Description of the task ::
Identify and pull out each line of the entries in which "solid" occurs.

----- Source material -----

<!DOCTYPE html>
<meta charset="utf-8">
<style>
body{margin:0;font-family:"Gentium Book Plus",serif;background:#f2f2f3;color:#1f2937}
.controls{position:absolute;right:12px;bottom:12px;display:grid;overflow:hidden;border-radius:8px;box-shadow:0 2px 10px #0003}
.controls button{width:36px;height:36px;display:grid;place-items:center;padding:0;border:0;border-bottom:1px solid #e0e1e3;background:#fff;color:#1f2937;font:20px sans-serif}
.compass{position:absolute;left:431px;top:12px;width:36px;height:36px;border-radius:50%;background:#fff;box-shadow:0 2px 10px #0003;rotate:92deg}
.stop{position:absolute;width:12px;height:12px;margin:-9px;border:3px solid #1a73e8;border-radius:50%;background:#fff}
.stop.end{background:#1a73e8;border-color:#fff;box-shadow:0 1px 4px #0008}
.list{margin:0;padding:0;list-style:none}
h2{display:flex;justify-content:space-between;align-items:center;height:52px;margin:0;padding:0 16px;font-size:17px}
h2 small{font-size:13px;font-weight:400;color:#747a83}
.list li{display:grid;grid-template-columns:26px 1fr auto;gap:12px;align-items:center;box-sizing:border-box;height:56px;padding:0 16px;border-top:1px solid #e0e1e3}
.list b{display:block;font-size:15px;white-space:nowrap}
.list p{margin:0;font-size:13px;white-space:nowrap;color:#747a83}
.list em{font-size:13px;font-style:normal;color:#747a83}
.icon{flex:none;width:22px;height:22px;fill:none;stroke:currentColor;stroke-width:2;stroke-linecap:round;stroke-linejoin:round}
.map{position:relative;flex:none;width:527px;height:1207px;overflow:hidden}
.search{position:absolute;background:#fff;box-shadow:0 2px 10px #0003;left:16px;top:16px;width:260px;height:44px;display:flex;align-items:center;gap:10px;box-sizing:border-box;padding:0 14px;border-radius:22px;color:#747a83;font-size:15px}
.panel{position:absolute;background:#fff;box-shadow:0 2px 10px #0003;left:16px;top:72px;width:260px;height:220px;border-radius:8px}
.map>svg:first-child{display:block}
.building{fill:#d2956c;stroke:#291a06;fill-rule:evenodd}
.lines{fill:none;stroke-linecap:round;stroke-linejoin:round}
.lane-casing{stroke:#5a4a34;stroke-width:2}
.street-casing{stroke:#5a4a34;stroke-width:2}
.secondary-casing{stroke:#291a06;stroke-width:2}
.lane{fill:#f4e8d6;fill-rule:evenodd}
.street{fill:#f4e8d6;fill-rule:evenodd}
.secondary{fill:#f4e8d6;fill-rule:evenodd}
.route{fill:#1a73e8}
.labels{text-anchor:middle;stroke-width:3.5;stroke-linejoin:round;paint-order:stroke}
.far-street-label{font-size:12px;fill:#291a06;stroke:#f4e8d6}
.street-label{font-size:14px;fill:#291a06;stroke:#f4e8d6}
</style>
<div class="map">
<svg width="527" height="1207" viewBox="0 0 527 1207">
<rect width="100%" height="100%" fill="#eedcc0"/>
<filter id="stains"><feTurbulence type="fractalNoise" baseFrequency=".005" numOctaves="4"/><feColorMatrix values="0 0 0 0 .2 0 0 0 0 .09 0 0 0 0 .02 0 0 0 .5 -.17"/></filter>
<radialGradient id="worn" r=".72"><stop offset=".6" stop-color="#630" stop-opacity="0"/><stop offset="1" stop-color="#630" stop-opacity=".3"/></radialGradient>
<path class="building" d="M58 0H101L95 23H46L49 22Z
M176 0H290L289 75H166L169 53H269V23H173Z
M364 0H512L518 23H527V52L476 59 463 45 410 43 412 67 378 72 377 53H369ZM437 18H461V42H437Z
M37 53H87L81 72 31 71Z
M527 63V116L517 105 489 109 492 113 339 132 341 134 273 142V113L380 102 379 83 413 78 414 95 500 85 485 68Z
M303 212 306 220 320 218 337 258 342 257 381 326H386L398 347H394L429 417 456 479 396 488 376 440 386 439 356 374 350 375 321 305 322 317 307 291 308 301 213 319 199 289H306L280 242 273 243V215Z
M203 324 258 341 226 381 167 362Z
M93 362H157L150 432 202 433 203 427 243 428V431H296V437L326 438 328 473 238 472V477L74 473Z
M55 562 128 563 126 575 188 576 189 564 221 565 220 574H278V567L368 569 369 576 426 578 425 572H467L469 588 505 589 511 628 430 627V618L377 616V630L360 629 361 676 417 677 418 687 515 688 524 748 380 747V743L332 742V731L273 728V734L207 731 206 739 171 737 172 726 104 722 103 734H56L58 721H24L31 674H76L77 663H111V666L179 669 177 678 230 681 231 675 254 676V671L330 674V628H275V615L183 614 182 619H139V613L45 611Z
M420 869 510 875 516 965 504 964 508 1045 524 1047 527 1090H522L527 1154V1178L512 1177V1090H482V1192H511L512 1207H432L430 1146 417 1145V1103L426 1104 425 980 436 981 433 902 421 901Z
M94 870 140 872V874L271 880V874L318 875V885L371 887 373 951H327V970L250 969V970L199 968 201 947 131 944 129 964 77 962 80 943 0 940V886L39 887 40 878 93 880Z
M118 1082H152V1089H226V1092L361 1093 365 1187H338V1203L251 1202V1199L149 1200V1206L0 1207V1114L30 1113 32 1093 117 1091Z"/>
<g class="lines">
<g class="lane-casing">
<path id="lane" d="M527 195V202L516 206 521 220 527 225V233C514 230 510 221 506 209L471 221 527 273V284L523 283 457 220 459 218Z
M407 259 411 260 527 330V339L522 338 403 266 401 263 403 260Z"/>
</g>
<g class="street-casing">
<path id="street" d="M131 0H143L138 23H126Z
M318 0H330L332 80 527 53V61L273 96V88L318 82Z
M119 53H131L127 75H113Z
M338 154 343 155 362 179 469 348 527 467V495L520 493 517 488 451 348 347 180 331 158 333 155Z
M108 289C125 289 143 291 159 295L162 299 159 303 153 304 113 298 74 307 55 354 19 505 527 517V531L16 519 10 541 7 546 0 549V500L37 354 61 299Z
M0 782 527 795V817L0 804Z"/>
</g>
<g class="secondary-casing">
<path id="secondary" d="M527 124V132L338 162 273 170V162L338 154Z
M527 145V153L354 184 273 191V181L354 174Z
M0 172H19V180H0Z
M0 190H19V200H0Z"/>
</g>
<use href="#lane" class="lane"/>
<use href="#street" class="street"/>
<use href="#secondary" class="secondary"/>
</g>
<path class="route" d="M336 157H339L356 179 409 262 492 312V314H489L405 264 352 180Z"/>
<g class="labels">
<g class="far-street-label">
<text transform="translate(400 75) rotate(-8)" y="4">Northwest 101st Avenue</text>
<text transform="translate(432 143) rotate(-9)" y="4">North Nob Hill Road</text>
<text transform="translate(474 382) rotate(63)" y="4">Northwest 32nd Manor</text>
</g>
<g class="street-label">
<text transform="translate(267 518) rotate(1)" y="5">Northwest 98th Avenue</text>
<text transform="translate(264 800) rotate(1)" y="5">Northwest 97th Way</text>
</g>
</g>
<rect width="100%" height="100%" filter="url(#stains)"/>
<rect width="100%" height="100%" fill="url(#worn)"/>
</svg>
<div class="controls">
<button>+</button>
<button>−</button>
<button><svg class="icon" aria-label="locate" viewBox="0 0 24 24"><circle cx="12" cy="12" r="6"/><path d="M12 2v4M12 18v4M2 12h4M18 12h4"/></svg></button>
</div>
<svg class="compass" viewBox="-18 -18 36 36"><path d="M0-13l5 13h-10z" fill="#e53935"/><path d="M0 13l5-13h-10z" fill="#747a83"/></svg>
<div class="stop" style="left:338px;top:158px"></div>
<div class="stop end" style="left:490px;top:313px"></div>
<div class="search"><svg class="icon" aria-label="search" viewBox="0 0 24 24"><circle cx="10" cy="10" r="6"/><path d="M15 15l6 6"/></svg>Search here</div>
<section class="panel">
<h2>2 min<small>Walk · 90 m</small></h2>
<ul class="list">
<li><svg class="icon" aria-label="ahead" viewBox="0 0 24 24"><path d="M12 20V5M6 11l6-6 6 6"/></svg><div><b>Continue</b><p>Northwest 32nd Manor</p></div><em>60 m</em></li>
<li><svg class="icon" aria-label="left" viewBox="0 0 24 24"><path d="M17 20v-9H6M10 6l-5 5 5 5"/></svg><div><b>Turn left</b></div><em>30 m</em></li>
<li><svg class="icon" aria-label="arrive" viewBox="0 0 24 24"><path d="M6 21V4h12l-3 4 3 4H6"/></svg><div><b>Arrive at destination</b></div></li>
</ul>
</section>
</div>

-----

Written solution ::
.controls button{width:36px;height:36px;display:grid;place-items:center;padding:0;border:0;border-bottom:1px solid #e0e1e3;background:#fff;color:#1f2937;font:20px sans-serif}
.stop{position:absolute;width:12px;height:12px;margin:-9px;border:3px solid #1a73e8;border-radius:50%;background:#fff}
.list li{display:grid;grid-template-columns:26px 1fr auto;gap:12px;align-items:center;box-sizing:border-box;height:56px;padding:0 16px;border-top:1px solid #e0e1e3}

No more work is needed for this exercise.